** EXTRACTED INFORMATION follows **

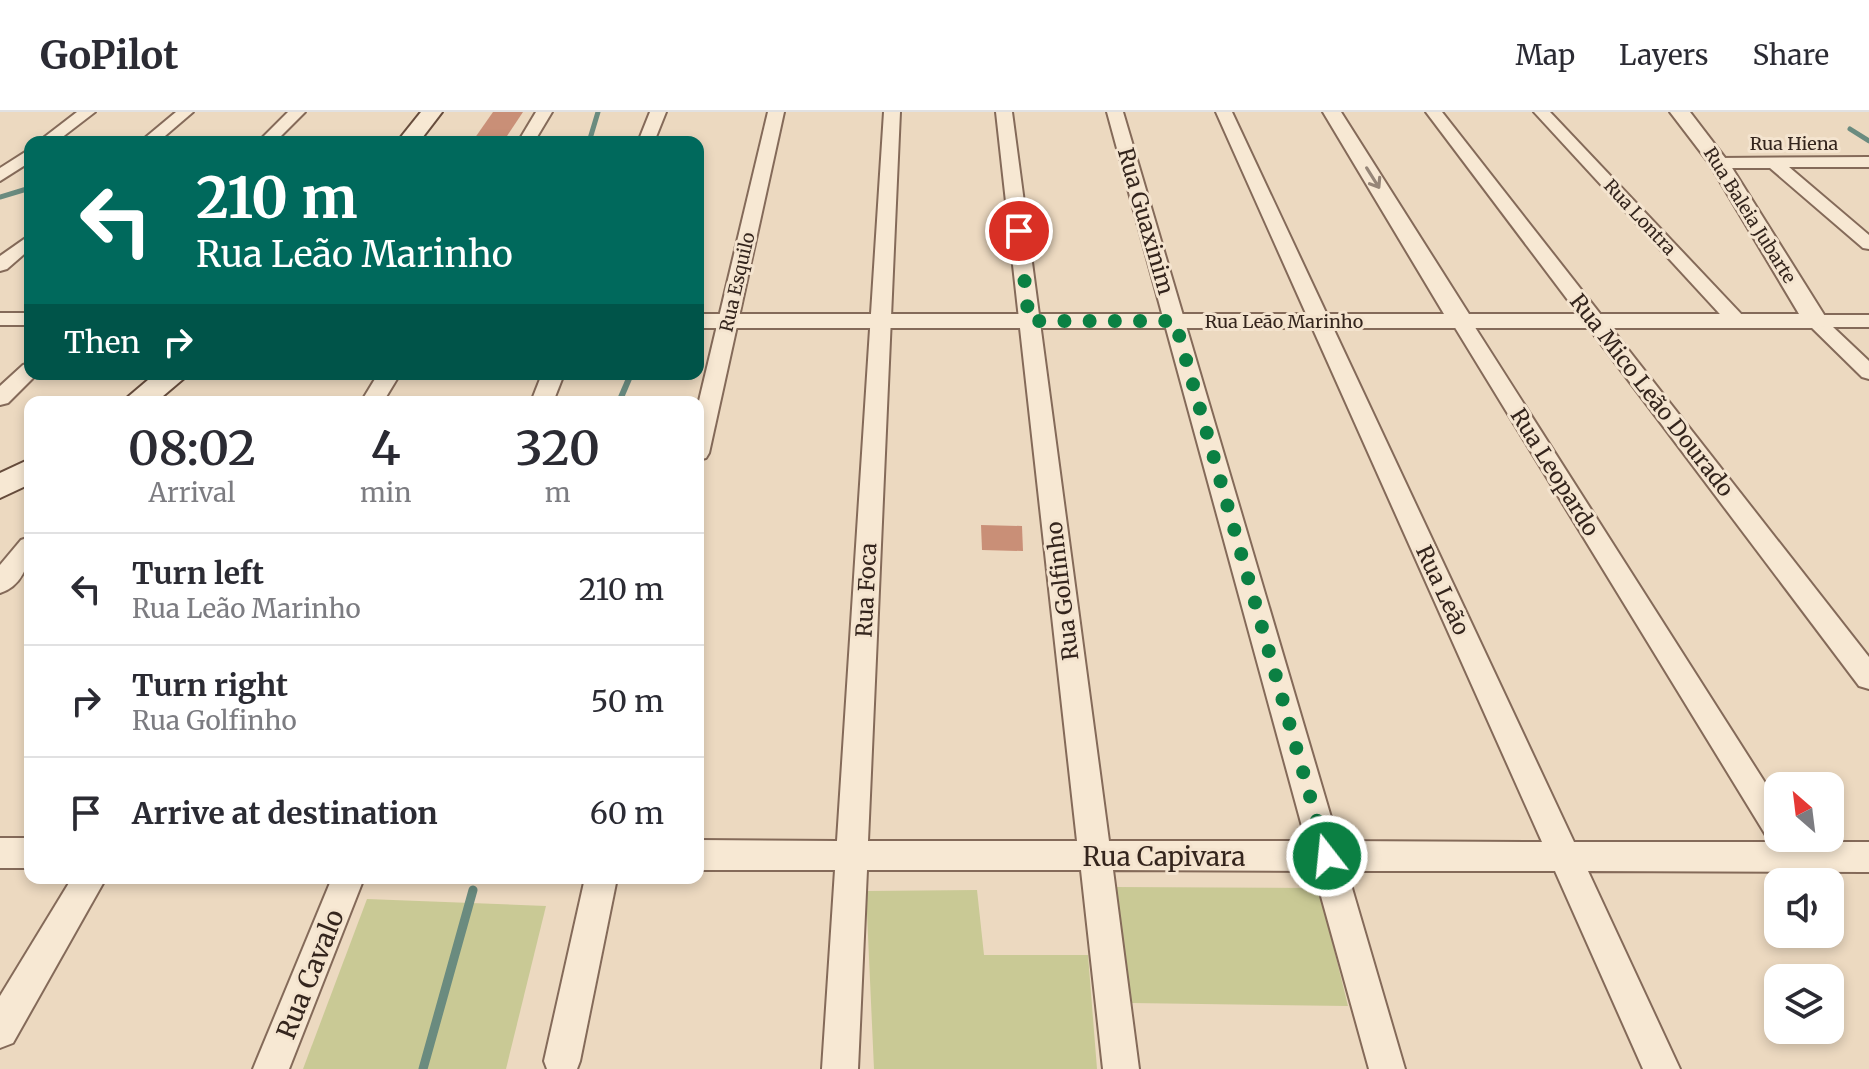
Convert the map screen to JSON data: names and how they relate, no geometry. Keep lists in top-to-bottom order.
{
  "streets": {
    "street": [
      "Rua Hiena",
      "Rua Baleia Jubarte",
      "Rua Lontra",
      "Rua Guaxinim",
      "Rua Esquilo",
      "Rua Leão Marinho",
      "Rua Mico Leão Dourado",
      "Rua Leopardo",
      "Rua Foca",
      "Rua Leão",
      "Rua Golfinho",
      "Rua Capivara",
      "Rua Cavalo"
    ]
  },
  "crossings": [
    ["Rua Hiena", "Rua Baleia Jubarte"],
    ["Rua Baleia Jubarte", "Rua Leão Marinho"],
    ["Rua Lontra", "Rua Leão Marinho"],
    ["Rua Guaxinim", "Rua Leão Marinho"],
    ["Rua Guaxinim", "Rua Capivara"],
    ["Rua Esquilo", "Rua Leão Marinho"],
    ["Rua Leão Marinho", "Rua Mico Leão Dourado"],
    ["Rua Leão Marinho", "Rua Leopardo"],
    ["Rua Leão Marinho", "Rua Foca"],
    ["Rua Leão Marinho", "Rua Leão"],
    ["Rua Leão Marinho", "Rua Golfinho"],
    ["Rua Foca", "Rua Capivara"],
    ["Rua Leão", "Rua Capivara"],
    ["Rua Golfinho", "Rua Capivara"]
  ],
  "north": "top left",
  "page": {
    "header": "GoPilot",
    "nav": ["Map", "Layers", "Share"],
    "turn": ["210 m", "Rua Leão Marinho"],
    "then": "Then",
    "eta": [
      "08:02",
      "Arrival",
      "4",
      "min",
      "320",
      "m"
    ],
    "list": [
      {
        "name": "Turn left",
        "note": "Rua Leão Marinho",
        "value": "210 m"
      },
      {
        "name": "Turn right",
        "note": "Rua Golfinho",
        "value": "50 m"
      },
      {
        "name": "Arrive at destination",
        "value": "60 m"
      }
    ]
  }
}
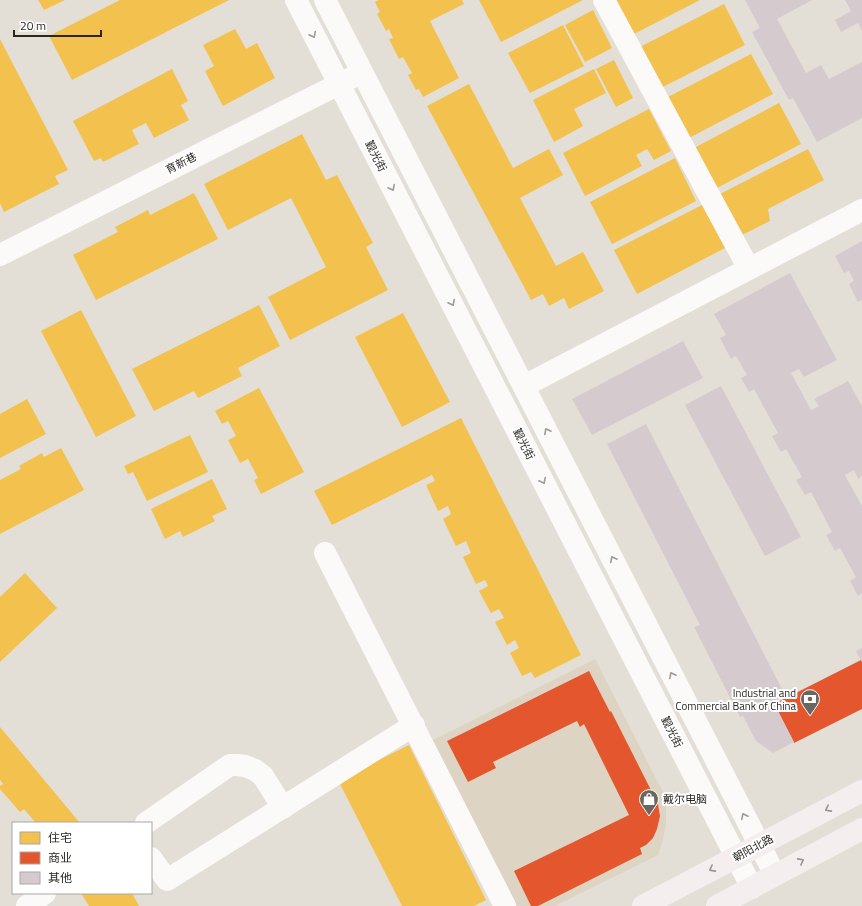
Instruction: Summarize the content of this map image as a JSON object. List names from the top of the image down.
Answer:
{
  "streets": {
    "main road": ["朝阳北路"],
    "street": ["觐光街", "育新巷"]
  },
  "crossings": [
    ["觐光街", "育新巷"],
    ["觐光街", "朝阳北路"]
  ],
  "places": {
    "bank": ["Industrial and Commercial Bank of China"],
    "shop": ["戴尔电脑"]
  },
  "legend": ["住宅", "商业", "其他"],
  "scale_bar": "20 m"
}
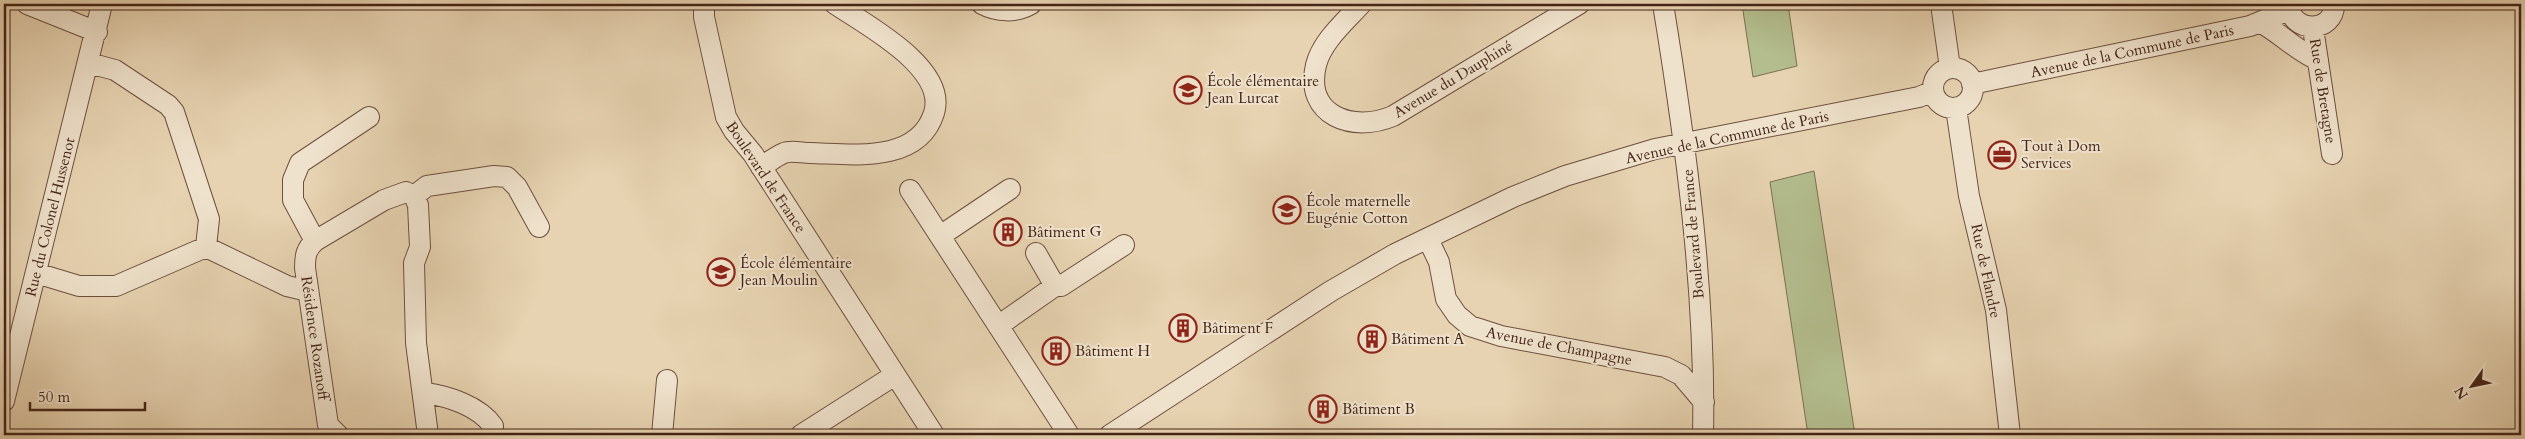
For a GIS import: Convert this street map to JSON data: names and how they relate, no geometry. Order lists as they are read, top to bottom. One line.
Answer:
{"streets":{"street":["Avenue de la Commune de Paris","Avenue du Dauphiné","Rue de Bretagne","Boulevard de France","Rue du Colonel Hussenot","Rue de Flandre","Résidence Rozanoff","Avenue de Champagne"]},"crossings":[["Avenue de la Commune de Paris","Boulevard de France"],["Avenue de la Commune de Paris","Rue de Flandre"],["Avenue de la Commune de Paris","Avenue de Champagne"],["Boulevard de France","Avenue de Champagne"]],"places":{"school or university":["École élémentaire Jean Lurcat","École maternelle Eugénie Cotton","École élémentaire Jean Moulin"],"office":["Tout à Dom Services"],"building":["Bâtiment G","Bâtiment F","Bâtiment A","Bâtiment H","Bâtiment B"]},"scale_bar":"50 m","north":"bottom left"}
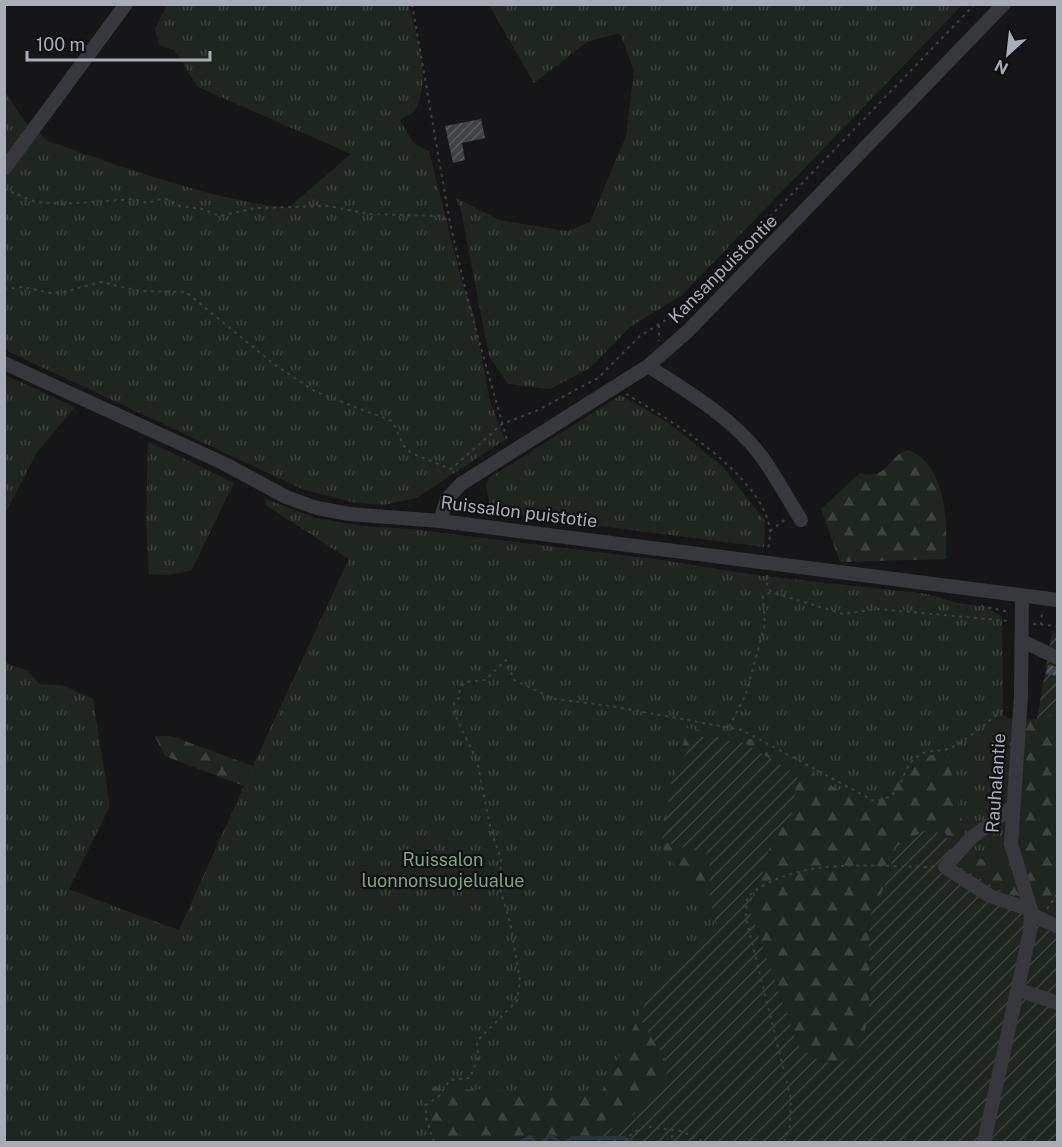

** End of EXTRACTED INFORMATION **

- **TASK ITEM**: For the listing above, identify each line bearing "Leopardo".

- **TASK ANSWER**:
      "Rua Leopardo",
    ["Rua Leão Marinho", "Rua Leopardo"],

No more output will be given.